Physical AI: Redefining RAN and telco monetization
The world is witnessing a new revolution, comparable in scale to the Industrial, Internet, and mobile broadband revolutions. Artificial intelligence has been unleashed by large language models and the rapid growth of applications that depend on them. Most mobile devices already support a wide range of AI-driven applications, such as scene recognition, document generation, text-based chat, voice conversations and image and video generation and editing. These new applications will inevitably affect mobile traffic patterns.
A recent Nokia report analyzing more than 50 AI applications highlights several trends, including a shift toward higher uplink traffic, overall traffic growth, and increasing sensitivity to latency for conversational voice and chat applications. While these impacts are becoming clearer, the more consequential question is whether emerging trends, particularly Physical AI, require a fundamental change in how traffic is handled in the radio access network (RAN).
A brief history of major radio access design changes
Mobile networks are designed to support a wide range of traffic types, from high volume video streaming to low latency voice to low volume messaging. Historically, this versatility has allowed operators to meet new demands primarily by adding capacity. In practice, many advanced quality-of-service (QoS) features remain underutilized, with best-effort delivery serving most traffic, supported by some degree of overprovisioning. In other words, “throwing bandwidth at the problem” has proven remarkably resilient.
There are, however, precedents where capacity scaling alone was not sufficient.
- The first came with the shift from circuit-switched voice to packet-based IP traffic. Early mobile systems were optimised for deterministic voice patterns, where similar sized data blocks arrived at regular intervals. IP traffic introduced variable packet sizes and timing, making circuit-style resource allocation inefficient and driving a shift toward shared channels and more sophisticated scheduling.
- A second inflection point came with IoT. Packet sizes became so small that conventional Internet oriented radio designs were inefficient, while coverage requirements expanded to deep indoor environments (e.g. in basements where various types of meters are typically installed). This led to purpose-built narrowband technologies such as LTE-M and NB-IoT.
By contrast, the growth of video streaming and Web 2.0 did not require architectural change. Capacity expansion was sufficient.
Does AI traffic require a design shift?
Returning to AI: does it require a fundamentally different approach?
For current AI applications, the answer is largely no. But looking ahead to Physical AI, where models running in edge data centers assist or control machines, the answer may be yes.
Physical AI - generally defined as the integration of artificial intelligence into physical machinery, enabling robots and autonomous systems to perceive, reason and interact with the real world in real-time - introduces the possibility that large‑volume uplink video with strict latency requirements will become a meaningful part of mobile traffic, creating both a design challenge and a monetization opportunity.
The core premise for our thesis is that Physical AI will rely on low latency videos to enable real-time control. While the machines or robots will perform most functions locally, there will be situations where they need to rely on more powerful models or human operators to provide remote control via the network. For example, driverless taxis may require remote assistance in unexpected scenarios; service robots may need guidance in complex environments; drones may depend on real‑time video analysis at the point of delivery; and field workers using AR may require timely visual instructions. In all these cases, the network must deliver fresh video information with low and predictable latency.
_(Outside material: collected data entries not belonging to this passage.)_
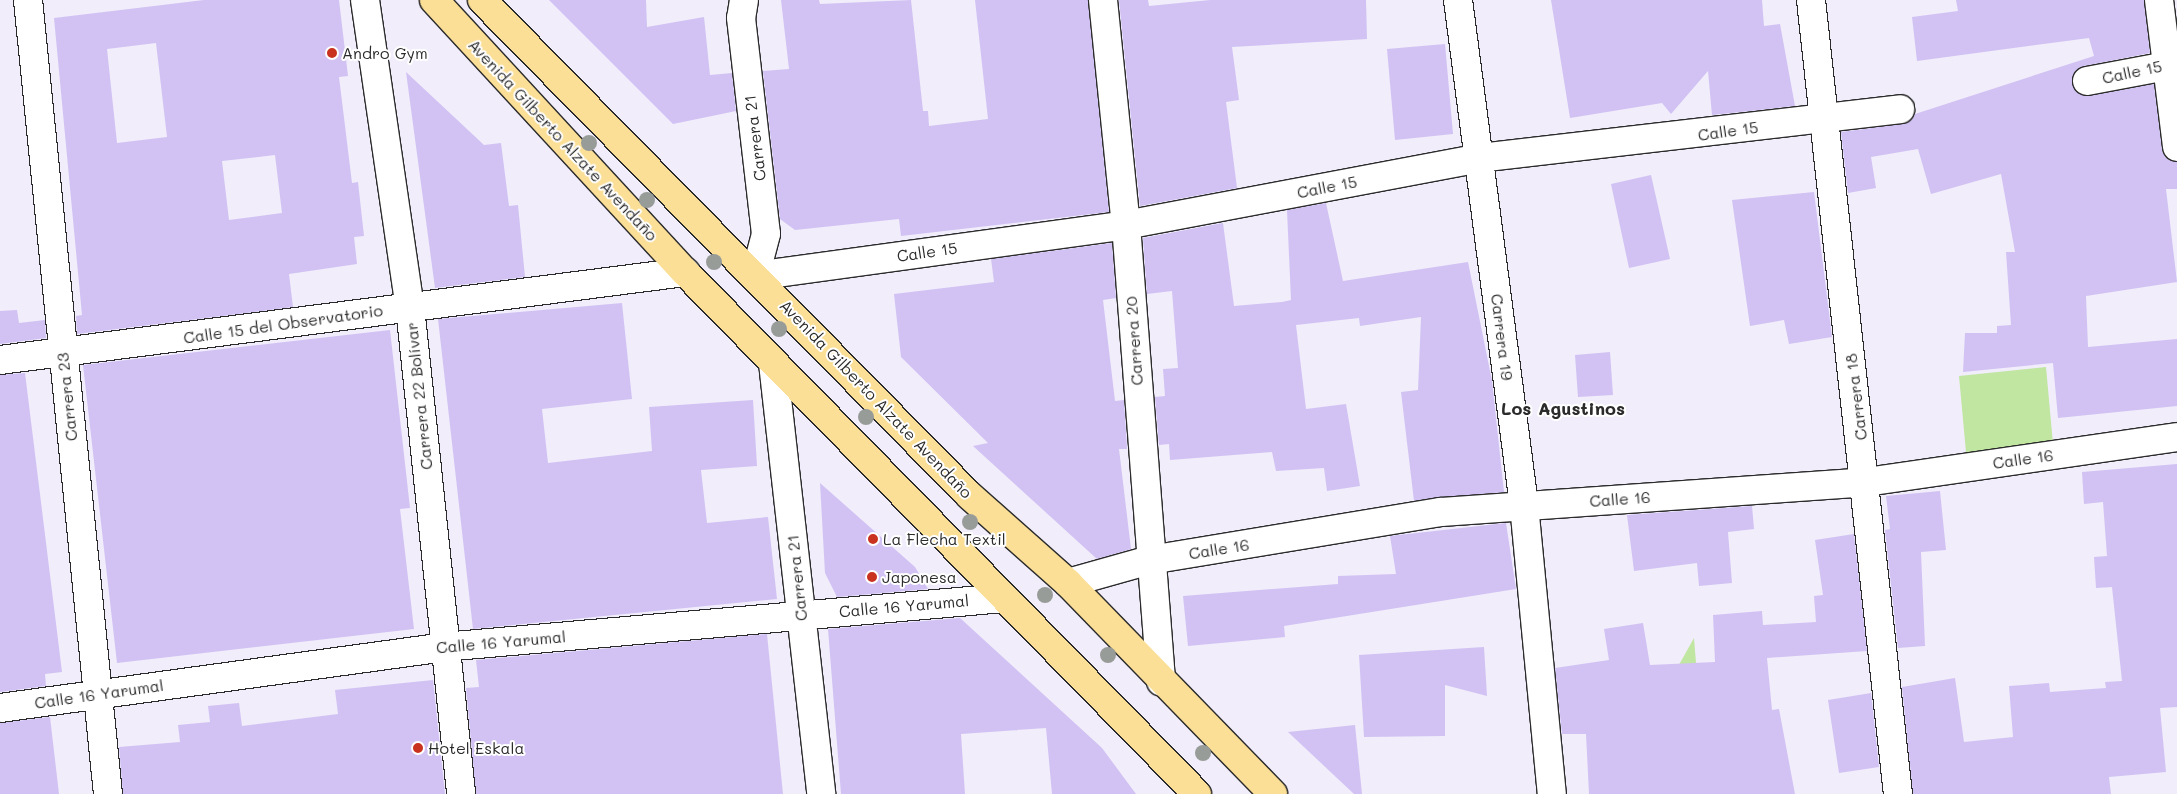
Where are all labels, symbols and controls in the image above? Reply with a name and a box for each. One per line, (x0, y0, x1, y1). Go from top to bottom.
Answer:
street label: Avenida Gilberto Alzate Avendaño (464, 35, 662, 245)
place label: Andro Gym (342, 43, 428, 63)
marker: Andro Gym (326, 47, 338, 59)
street label: Calle 15 (2100, 56, 2164, 88)
street label: Carrera 21 (740, 94, 770, 182)
street label: Calle 15 (1696, 117, 1760, 145)
street label: Calle 15 (1295, 172, 1359, 202)
street label: Calle 15 (895, 238, 959, 266)
street label: Carrera 19 (1487, 293, 1517, 381)
street label: Avenida Gilberto Alzate Avendaño (776, 296, 976, 502)
street label: Carrera 20 (1121, 296, 1147, 386)
street label: Calle 15 del Observatorio (182, 300, 384, 348)
street label: Carrera 22 Bolívar (402, 321, 436, 471)
street label: Carrera 23 (53, 352, 81, 442)
street label: Carrera 18 (1841, 352, 1871, 442)
district label: Los Agustinos (1501, 397, 1625, 419)
street label: Calle 16 (1991, 445, 2055, 473)
street label: Calle 16 (1589, 487, 1651, 511)
place label: La Flecha Textil (883, 529, 1006, 549)
marker: La Flecha Textil (867, 533, 879, 545)
street label: Carrera 21 (783, 534, 811, 622)
street label: Calle 16 (1187, 535, 1251, 563)
place label: Japonesa (882, 567, 957, 587)
marker: Japonesa (866, 571, 878, 583)
street label: Calle 16 Yarumal (838, 591, 970, 621)
street label: Calle 16 Yarumal (435, 627, 567, 657)
street label: Calle 16 Yarumal (33, 675, 165, 713)
place label: Hotel Eskala (428, 738, 524, 758)
marker: Hotel Eskala (412, 742, 424, 754)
This is where Physical AI diverges from conventional video streaming. Traditional video streaming can rely on buffering to absorb network delays. For Physical AI, buffering is not an option. Video frames must arrive within a tight window to remain useful. This shifts the focus from average speed to consistency: how often packets arrive too late to matter.

Figure 1 shows that when traffic is handled as best effort, keeping latency consistently low requires a large margin of unused capacity. For Physical AI video, maintaining end to end latency of around 20 milliseconds for almost all packets can require provisioning three to four times the average uplink video rate.
This is not an issue for video streaming, where buffering absorbs delay, or for conversational voice, where traffic volumes are low.
Physical AI video combines strict latency requirements with much higher data volumes. As more devices are added, the capacity that must be reserved grows rapidly. Beyond a small number of sessions per cell, this approach becomes costly and difficult to scale, making it a key driver for rethinking how low latency traffic is handled in the network.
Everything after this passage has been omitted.